*** Begin section ***

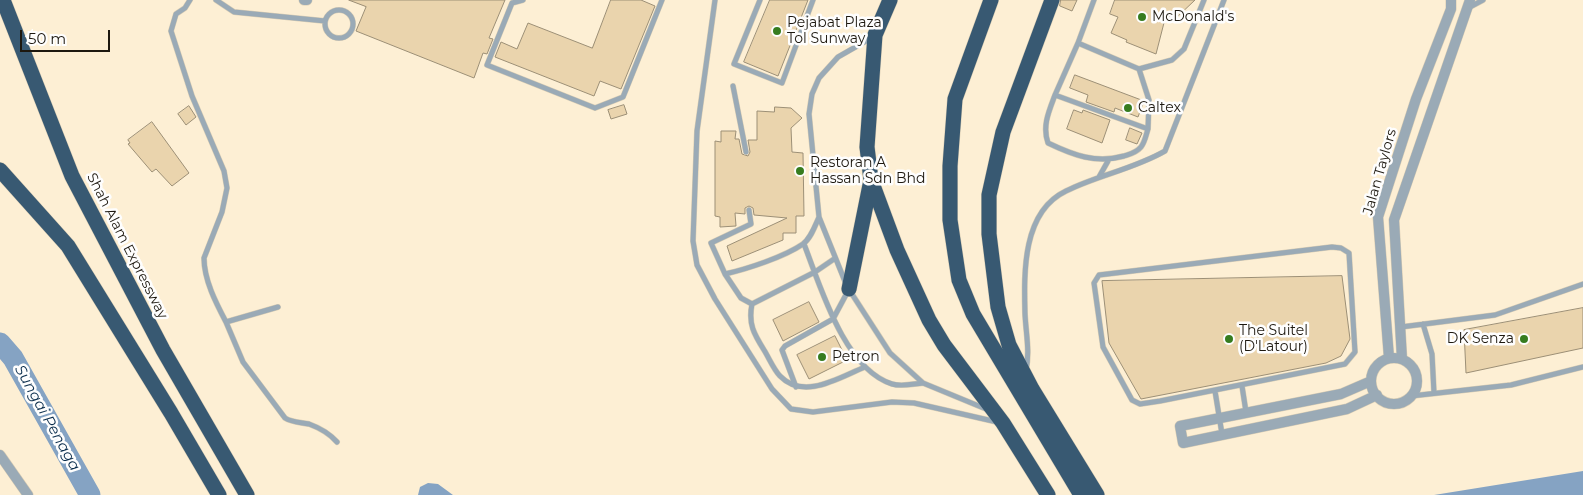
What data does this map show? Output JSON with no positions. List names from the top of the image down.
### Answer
{
  "streets": {
    "highway": ["Shah Alam Expressway"],
    "street": ["Jalan Taylors"]
  },
  "water": ["Sungai Penaga"],
  "places": [
    "McDonald's",
    "Pejabat Plaza Tol Sunway",
    "Caltex",
    "Restoran A Hassan Sdn Bhd",
    "The Suitel (D'Latour)",
    "DK Senza",
    "Petron"
  ],
  "scale_bar": "50 m"
}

*** End section ***

ACTIVITY: Leaving out the pictures, repeat all of the entries exactly.

WRITTEN RESPONSE:
What data does this map show? Output JSON with no positions. List names from the top of the image down.
### Answer
{
  "streets": {
    "highway": ["Shah Alam Expressway"],
    "street": ["Jalan Taylors"]
  },
  "water": ["Sungai Penaga"],
  "places": [
    "McDonald's",
    "Pejabat Plaza Tol Sunway",
    "Caltex",
    "Restoran A Hassan Sdn Bhd",
    "The Suitel (D'Latour)",
    "DK Senza",
    "Petron"
  ],
  "scale_bar": "50 m"
}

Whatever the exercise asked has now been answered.